TASK PROMPT: From the very first line of the data to the line containing "position:absolute; left:1717px; top:21px;", retype everything exactly, leaving the pictures behind.

LISTED ENTRIES:
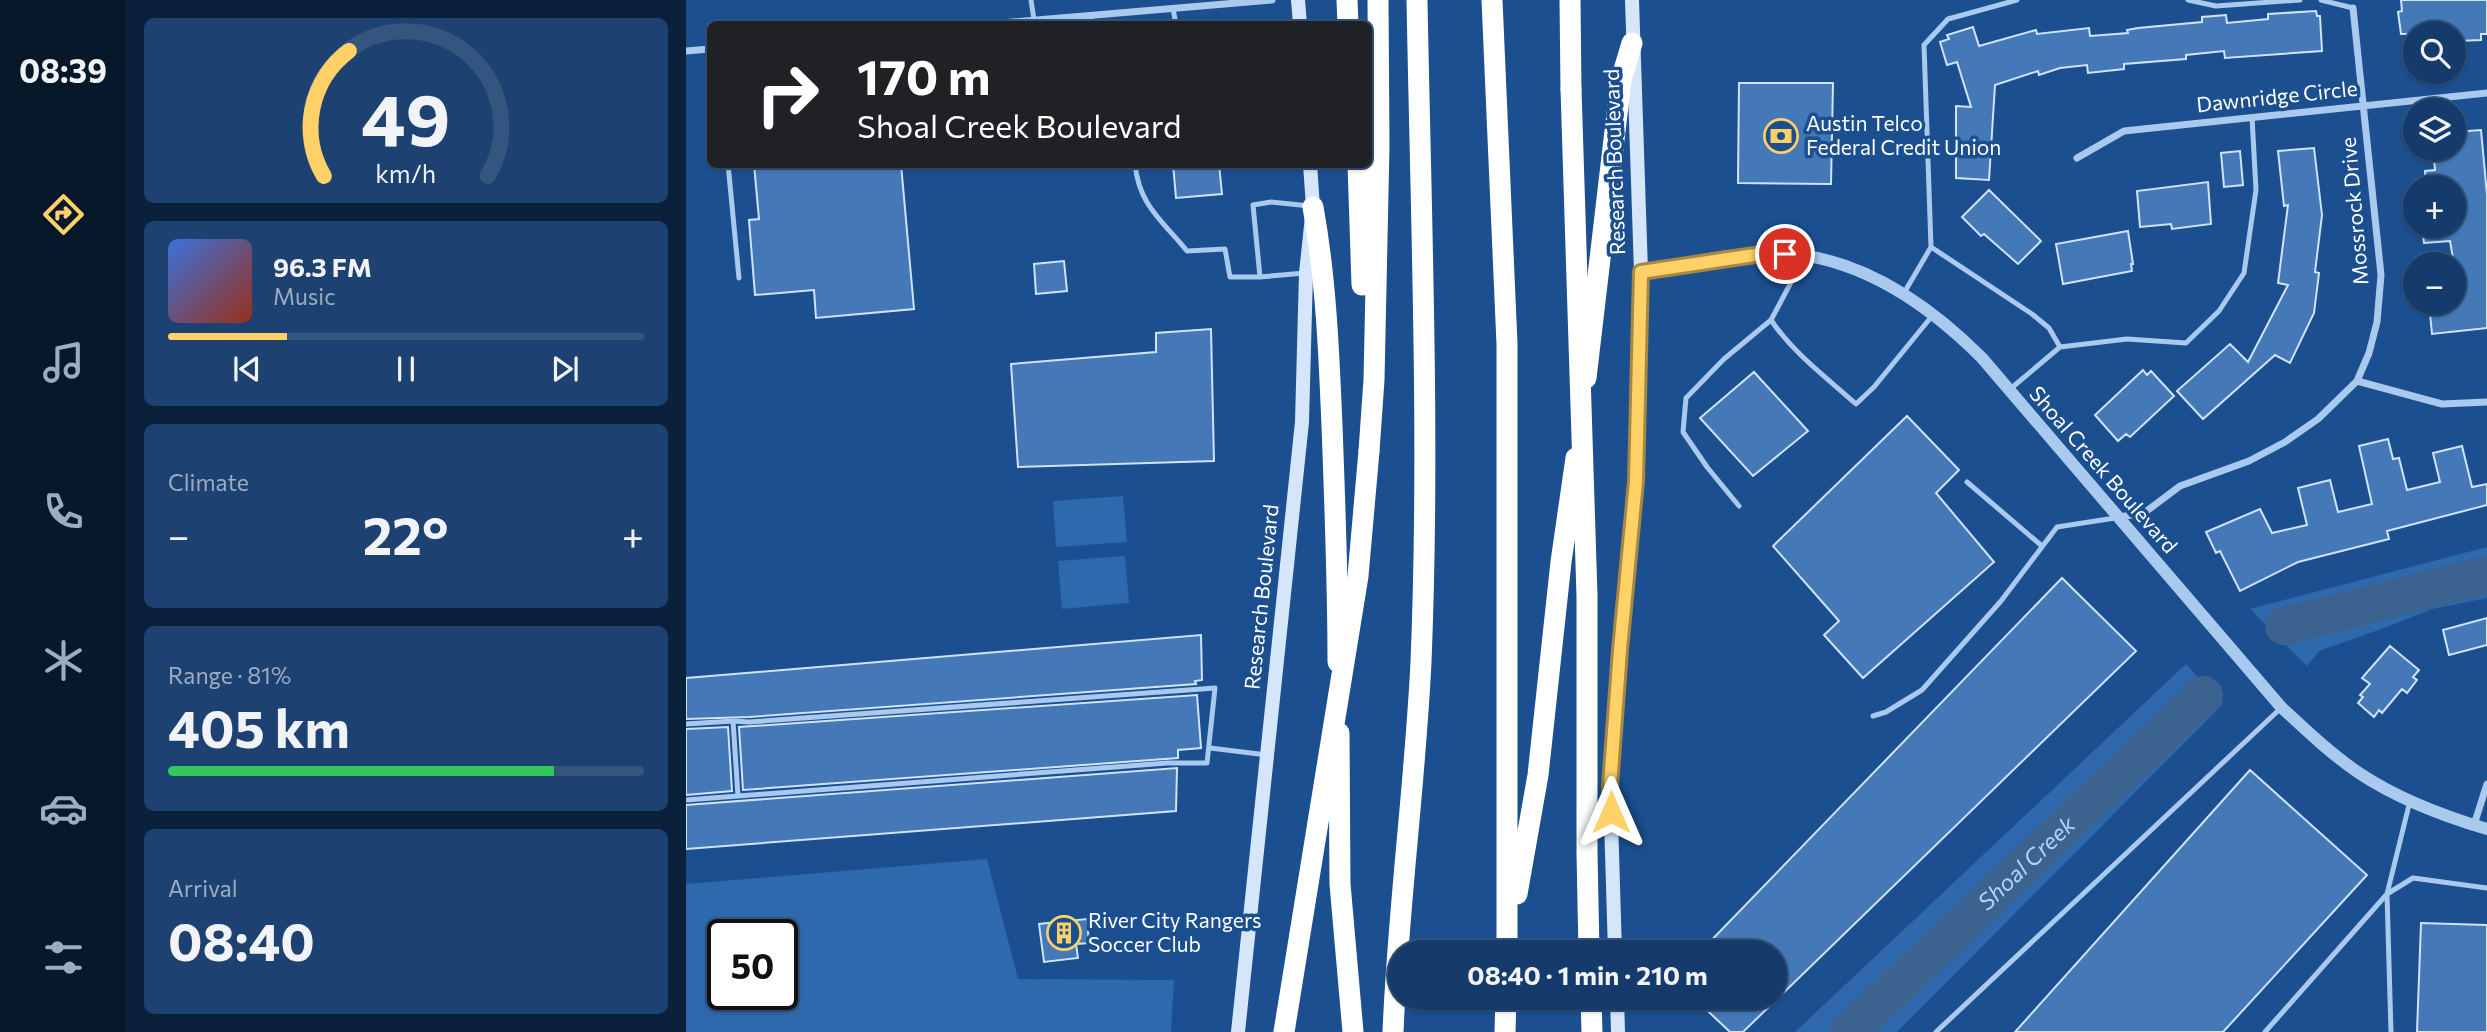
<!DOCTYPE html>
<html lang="en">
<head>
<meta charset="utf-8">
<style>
	body { margin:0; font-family:Commissioner,sans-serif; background:#1d4271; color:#f1f3f6; height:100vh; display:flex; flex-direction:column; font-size:26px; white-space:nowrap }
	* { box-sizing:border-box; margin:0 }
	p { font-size:23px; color:#9dadc1 }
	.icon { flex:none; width:38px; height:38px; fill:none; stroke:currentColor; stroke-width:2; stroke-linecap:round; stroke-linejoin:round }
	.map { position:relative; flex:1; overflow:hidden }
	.side { display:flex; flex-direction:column; gap:18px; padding:18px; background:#0b203b; width:560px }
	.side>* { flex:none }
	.guide { position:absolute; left:21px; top:21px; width:665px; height:147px; border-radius:10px; box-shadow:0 2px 5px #0004,0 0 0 2px #33557e; background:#202124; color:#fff; overflow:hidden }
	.controls { position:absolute; left:1717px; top:21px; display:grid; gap:14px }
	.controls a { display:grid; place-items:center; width:63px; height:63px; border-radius:50%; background:#143b6b; box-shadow:0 2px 5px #0004,0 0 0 2px #33557e; font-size:35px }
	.speed { position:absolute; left:21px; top:919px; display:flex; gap:14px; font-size:35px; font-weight:700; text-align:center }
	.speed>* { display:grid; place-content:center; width:91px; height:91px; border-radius:50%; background:#143b6b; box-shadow:0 2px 5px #0004,0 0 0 2px #33557e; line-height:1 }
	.speed .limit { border:4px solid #111; border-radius:10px; background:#fff; color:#111 }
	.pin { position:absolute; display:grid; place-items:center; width:60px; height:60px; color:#fff; margin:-30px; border:4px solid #fff; border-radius:50%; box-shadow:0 2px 7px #0007 }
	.me { position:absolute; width:77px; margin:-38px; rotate:0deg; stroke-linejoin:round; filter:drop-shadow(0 0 5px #0008) }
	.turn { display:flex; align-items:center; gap:24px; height:147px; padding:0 35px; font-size:32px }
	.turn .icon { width:91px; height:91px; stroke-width:2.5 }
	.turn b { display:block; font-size:49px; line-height:60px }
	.big { font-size:52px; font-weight:700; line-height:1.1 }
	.side .card { flex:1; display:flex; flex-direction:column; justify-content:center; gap:10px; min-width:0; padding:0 24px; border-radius:10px; background:#1d4271 }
	.side .dial { align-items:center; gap:0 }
	.dial svg { height:182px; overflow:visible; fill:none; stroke:#33557e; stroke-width:7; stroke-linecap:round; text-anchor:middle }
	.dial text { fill:#f1f3f6; stroke:none }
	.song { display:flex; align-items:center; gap:21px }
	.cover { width:84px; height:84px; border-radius:10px; background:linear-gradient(135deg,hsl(220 70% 55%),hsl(10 70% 35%)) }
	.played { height:7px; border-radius:4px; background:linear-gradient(90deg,#ffd166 25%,#33557e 25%) }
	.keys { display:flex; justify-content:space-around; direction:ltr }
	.heat { display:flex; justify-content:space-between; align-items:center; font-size:38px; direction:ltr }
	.charge { height:10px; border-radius:5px; background:linear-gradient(90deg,#34c759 81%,#33557e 0) }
	.trip { position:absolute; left:702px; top:940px; width:399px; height:70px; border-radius:35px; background:#143b6b; box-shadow:0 2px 5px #0004,0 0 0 2px #33557e; font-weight:700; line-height:70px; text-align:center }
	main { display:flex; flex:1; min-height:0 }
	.tabs { display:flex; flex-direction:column; width:126px; justify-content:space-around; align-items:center; background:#08182b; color:#9dadc1 }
	.tabs .icon { width:49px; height:49px }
	.tabs .active { color:#ffd166 }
	.tabs b { font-size:32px; color:#f1f3f6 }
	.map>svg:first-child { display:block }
</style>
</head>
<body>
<main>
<nav class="tabs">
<b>08:39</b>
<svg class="icon active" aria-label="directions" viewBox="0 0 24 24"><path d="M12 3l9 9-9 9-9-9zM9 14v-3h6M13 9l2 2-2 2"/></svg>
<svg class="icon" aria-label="music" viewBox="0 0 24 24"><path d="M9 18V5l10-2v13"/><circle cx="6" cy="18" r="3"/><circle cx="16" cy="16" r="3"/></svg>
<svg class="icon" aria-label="phone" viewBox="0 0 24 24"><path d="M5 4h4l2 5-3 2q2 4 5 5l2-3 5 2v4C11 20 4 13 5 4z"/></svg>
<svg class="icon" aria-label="climate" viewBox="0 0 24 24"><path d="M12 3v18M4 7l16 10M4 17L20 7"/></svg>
<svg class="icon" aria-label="car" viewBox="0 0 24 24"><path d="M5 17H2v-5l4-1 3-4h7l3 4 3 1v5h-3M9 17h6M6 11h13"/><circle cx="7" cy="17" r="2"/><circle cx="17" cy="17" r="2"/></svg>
<svg class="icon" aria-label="filters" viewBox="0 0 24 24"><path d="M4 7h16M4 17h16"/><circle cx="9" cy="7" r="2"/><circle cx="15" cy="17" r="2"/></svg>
</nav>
<section class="side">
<div class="card dial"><svg viewBox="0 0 100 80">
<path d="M14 69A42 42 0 1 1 86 69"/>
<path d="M14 69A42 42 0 0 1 25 14" stroke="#ffd166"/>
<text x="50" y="56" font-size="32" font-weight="700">49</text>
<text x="50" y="72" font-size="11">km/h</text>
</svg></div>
<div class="card">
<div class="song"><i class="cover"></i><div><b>96.3 FM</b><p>Music</p></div></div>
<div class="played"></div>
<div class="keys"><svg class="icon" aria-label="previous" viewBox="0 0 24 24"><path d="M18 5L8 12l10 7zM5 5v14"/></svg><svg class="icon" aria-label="pause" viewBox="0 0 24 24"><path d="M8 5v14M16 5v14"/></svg><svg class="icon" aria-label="next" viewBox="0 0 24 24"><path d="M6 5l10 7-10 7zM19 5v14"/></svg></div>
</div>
<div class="card"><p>Climate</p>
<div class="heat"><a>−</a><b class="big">22°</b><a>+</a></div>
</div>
<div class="card"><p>Range · 81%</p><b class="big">405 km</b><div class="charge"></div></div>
<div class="card"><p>Arrival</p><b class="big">08:40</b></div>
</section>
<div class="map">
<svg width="1801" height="1032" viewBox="0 0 1801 1032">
	<rect width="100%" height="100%" fill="#1b4f8f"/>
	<path fill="#2e69ad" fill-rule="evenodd" d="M 437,496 L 441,542 L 370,547 L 367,501 Z
		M 1801,547 L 1801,598 L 1746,609 L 1698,628 L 1633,651 L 1621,666 L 1564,609 Z
		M 439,556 L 443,603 L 376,609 L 372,561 Z
		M 1500,664 L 1537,704 L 1211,1032 L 1109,1032 Z
		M 301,859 L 332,979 L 488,980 L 485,1032 L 0,1032 L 0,884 ZM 96,934 L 96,994 L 37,994 L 37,934 Z"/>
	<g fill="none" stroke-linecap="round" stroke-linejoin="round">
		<g stroke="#3c6290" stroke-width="38">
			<path d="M 1598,626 L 1801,575"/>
			<path id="s1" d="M 1163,1032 L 1518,695"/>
		</g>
	</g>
	<path fill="#4478b7" stroke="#cfe3fa" stroke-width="2" d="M 1715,0 L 1801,0 L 1801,34 L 1795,34 L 1795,40 L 1771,41 L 1770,33 L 1715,34 L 1712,12 L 1716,11 Z
		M 1630,11 L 1631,16 L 1634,16 L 1636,51 L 1539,58 L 1538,51 L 1500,55 L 1500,59 L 1438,64 L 1438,69 L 1402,73 L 1401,65 L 1374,68 L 1353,75 L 1352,71 L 1309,85 L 1303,180 L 1270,178 L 1270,106 L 1285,107 L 1271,62 L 1261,65 L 1254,42 L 1263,39 L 1261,35 L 1287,27 L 1293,46 L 1350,30 L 1351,34 L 1403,28 L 1404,36 L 1442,33 L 1441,30 L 1452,28 L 1516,22 L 1516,17 L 1540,15 L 1541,23 L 1582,19 L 1582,14 Z
		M 1053,83 L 1147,83 L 1145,184 L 1052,183 Z
		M 1795,130 L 1801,195 L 1801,328 L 1746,334 L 1743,303 L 1768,303 L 1768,264 L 1764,241 L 1738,243 L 1736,226 L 1768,226 L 1768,187 L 1740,187 L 1739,171 L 1749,170 L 1747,149 L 1768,149 L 1768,132 Z
		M 1628,148 L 1636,215 L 1629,272 L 1633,273 L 1628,313 L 1604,363 L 1589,355 L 1517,419 L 1491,391 L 1544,344 L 1562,362 L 1602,285 L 1592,283 L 1602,205 L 1598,206 L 1592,151 Z
		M 1554,151 L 1557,185 L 1538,187 L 1535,153 Z
		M 68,164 L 215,164 L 228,309 L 130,318 L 128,290 L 69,295 L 63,220 L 73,219 Z
		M 487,164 L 533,164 L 536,194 L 490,198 Z
		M 1522,182 L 1525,224 L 1486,229 L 1485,224 L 1454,227 L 1451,191 Z
		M 1303,190 L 1355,241 L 1332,264 L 1298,234 L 1295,236 L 1276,217 Z
		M 1442,231 L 1447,264 L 1445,264 L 1446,271 L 1377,284 L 1370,244 Z
		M 378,261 L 381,291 L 350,294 L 348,264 Z
		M 525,329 L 528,461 L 332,467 L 325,364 L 470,352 L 470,333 Z
		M 1457,370 L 1461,375 L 1465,371 L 1488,396 L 1444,437 L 1440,434 L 1432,441 L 1409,415 Z
		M 1068,372 L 1122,431 L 1067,476 L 1014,418 Z
		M 1221,416 L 1273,470 L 1250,493 L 1308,562 L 1177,678 L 1138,635 L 1153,621 L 1087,546 Z
		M 1702,439 L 1707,459 L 1713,458 L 1721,490 L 1754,482 L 1747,453 L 1776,446 L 1786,487 L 1801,484 L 1801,505 L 1701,531 L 1703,539 L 1612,562 L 1554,591 L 1534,551 L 1530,553 L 1520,532 L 1574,509 L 1586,533 L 1621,525 L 1612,488 L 1644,480 L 1652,512 L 1686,504 L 1673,446 Z
		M 1376,578 L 1450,651 L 1057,1032 L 1044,1032 L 1008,998 L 1088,998 L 1088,952 L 1014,952 Z
		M 1801,618 L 1801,645 L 1763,655 L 1757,630 Z
		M 515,635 L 516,680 L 509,681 L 510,684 L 63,717 L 0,719 L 0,678 Z
		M 1704,646 L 1733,670 L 1727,677 L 1731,680 L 1721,693 L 1716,689 L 1696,713 L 1693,710 L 1688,717 L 1672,703 L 1677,697 L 1674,695 L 1684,684 L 1676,678 Z
		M 511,695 L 515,748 L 492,750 L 492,758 L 57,790 L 53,727 Z
		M 42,727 L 46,791 L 0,795 L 0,729 Z
		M 491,768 L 490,811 L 0,849 L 0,805 Z
		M 1564,770 L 1681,875 L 1537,1032 L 1329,1032 Z
		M 401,919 L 403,943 L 390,944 L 392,958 L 358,962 L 353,924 Z
		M 1735,923 L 1801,925 L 1801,1032 L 1731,1032 Z"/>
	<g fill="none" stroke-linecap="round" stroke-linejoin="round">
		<path stroke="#a9c9ee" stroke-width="5" d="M 345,0 L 348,20
			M 1502,0 L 1530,6 L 1614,0
			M 1635,0 L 1667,8
			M 487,9 L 490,24
			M 405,16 L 405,24
			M 42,164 L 53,278
			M 449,164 C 453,206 477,221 501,251 L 539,249 L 544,277 L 574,277
			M 1245,247 L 1346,314 L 1363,328 L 1374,347
			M 1119,256 L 1085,320 C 1107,353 1141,378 1170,404 L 1188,387 L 1246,316
			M 619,273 L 574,277 L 567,205 L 585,202 L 624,206
			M 1218,293 L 1245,247 L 1238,45 L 1262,19 L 1331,0
			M 1323,390 L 1374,347 L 1441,339 L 1500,343 L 1533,311 L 1558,273 L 1570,190 L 1566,117
			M 1281,482 L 1356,546
			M 1053,506 L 1021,467 L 997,432 L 1000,398 L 1038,359 L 1085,320
			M 1187,716 L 1200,712 L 1236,690 L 1315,601 L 1371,527 L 1429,518
			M 47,721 L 52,796
			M 0,724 L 47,721 L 63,722 L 529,688 L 521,763 L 481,763 L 0,800
			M 524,748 L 581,755
			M 1250,1032 L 1595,708
			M 1579,1032 L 1701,894 L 1724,801
			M 1705,1032 L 1701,894 L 1727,878 L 1801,888"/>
		<path stroke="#a9c9ee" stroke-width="7" d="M 303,24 L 586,0
			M 0,51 L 24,49
			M 1391,158 L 1438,131 L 1801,93
			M 1671,381 L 1756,404 L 1801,402
			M 1433,517 L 1458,513 L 1494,486 L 1563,461 L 1599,442 L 1632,419 L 1671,381 L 1683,353 L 1691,322 L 1695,275 L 1667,8
			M 1788,825 L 1801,784"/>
		<path stroke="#a9c9ee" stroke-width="12" d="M 955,272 C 996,265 1039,253 1081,253 C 1166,251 1239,301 1296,358 L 1595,707 C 1620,730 1645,754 1673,773 C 1712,799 1757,816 1801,829"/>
		<path stroke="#d6e6fa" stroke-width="14" d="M 612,0 L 614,24
			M 929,952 L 924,786 L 938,595 L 950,481 L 955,272 L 946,0
			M 931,998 L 932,1032
			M 552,1032 L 616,422 L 620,273 L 627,207 L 624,164"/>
		<path stroke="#fff" stroke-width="21" d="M 661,0 L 662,24
			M 806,0 L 821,344 L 821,952
			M 884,0 L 885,89
			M 672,164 L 676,285
			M 627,207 C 640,279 643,353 646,426 C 649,505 652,583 652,662
			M 900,378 L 935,80 L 946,43
			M 683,451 L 688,380 L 693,146 L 692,0
			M 653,733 L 654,884 L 667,1032
			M 831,894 L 852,775 L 875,562 L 890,458
			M 905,998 L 906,1032
			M 707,1032 C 712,908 729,786 735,662 C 744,442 735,220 731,0
			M 819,1032 L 820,998"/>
		<path stroke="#fff" stroke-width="21" d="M 885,89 L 901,596 L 901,853 L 903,952
			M 598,1032 L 672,576 L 683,451"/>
	</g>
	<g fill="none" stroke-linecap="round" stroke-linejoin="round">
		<g stroke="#a68842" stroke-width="18">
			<path id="route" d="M 925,812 L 924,786 L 934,650 L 950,481 L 955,272 L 1082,253 L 1099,254"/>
		</g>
		<use href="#route" stroke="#ffd166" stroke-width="12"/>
	</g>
	<defs>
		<g id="bank-ring" transform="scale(1.75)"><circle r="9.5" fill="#1b4f8f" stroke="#ffd166" stroke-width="1.5"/><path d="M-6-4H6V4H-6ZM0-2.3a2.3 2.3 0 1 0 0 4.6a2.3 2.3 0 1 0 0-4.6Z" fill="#ffd166"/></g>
		<g id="building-ring" transform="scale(1.75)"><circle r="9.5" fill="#1b4f8f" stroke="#ffd166" stroke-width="1.5"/><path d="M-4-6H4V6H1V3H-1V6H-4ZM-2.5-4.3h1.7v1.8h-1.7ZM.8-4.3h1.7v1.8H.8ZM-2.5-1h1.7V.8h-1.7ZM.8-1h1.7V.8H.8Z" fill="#ffd166"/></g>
	</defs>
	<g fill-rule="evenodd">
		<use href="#bank-ring" x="1095" y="136"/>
		<use href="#building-ring" x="378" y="933"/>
	</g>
	<g text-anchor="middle" stroke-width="7" stroke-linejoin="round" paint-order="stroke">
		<g font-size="21" fill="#fff" stroke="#1b4f8f">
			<text transform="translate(1591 97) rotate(-6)" y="7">Dawnridge Circle</text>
			<text transform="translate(929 162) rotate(-92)" y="7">Research Boulevard</text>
			<text transform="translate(1669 211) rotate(-95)" y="7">Mossrock Drive</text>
			<text transform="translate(1417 470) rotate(49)" y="7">Shoal Creek Boulevard</text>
			<text transform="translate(576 597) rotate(-84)" y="7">Research Boulevard</text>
		</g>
		<g font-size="21" fill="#fff" stroke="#1b4f8f" text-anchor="start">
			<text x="1120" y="131">Austin Telco<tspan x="1120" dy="24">Federal Credit Union</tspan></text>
			<text x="402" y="928">River City Rangers<tspan x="402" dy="24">Soccer Club</tspan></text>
		</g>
		<g font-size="23" font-style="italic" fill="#b5d3f5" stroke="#1b4f8f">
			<text dy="8" stroke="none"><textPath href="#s1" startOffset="245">Shoal Creek</textPath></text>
		</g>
	</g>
</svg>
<div class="controls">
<a><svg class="icon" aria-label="search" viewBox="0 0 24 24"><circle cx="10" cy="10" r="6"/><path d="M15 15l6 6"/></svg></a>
<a><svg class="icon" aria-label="layers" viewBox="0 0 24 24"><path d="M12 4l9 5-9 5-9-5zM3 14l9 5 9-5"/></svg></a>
<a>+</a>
<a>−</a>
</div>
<div class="speed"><div class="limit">50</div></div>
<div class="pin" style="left:1099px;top:254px;background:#d93025"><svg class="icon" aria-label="arrive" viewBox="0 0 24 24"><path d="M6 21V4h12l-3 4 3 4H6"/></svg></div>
<svg class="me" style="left:925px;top:812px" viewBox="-20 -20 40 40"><path d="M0-17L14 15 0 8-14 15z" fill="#ffd166" stroke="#fff" stroke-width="4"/></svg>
<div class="trip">08:40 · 1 min · 210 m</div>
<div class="guide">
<div class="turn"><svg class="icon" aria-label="right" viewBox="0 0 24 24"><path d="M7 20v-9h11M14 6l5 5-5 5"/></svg><div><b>170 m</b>Shoal Creek Boulevard</div></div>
</div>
</div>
</main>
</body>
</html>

OUTPUT:
<!DOCTYPE html>
<html lang="en">
<head>
<meta charset="utf-8">
<style>
	body { margin:0; font-family:Commissioner,sans-serif; background:#1d4271; color:#f1f3f6; height:100vh; display:flex; flex-direction:column; font-size:26px; white-space:nowrap }
	* { box-sizing:border-box; margin:0 }
	p { font-size:23px; color:#9dadc1 }
	.icon { flex:none; width:38px; height:38px; fill:none; stroke:currentColor; stroke-width:2; stroke-linecap:round; stroke-linejoin:round }
	.map { position:relative; flex:1; overflow:hidden }
	.side { display:flex; flex-direction:column; gap:18px; padding:18px; background:#0b203b; width:560px }
	.side>* { flex:none }
	.guide { position:absolute; left:21px; top:21px; width:665px; height:147px; border-radius:10px; box-shadow:0 2px 5px #0004,0 0 0 2px #33557e; background:#202124; color:#fff; overflow:hidden }
	.controls { position:absolute; left:1717px; top:21px; display:grid; gap:14px }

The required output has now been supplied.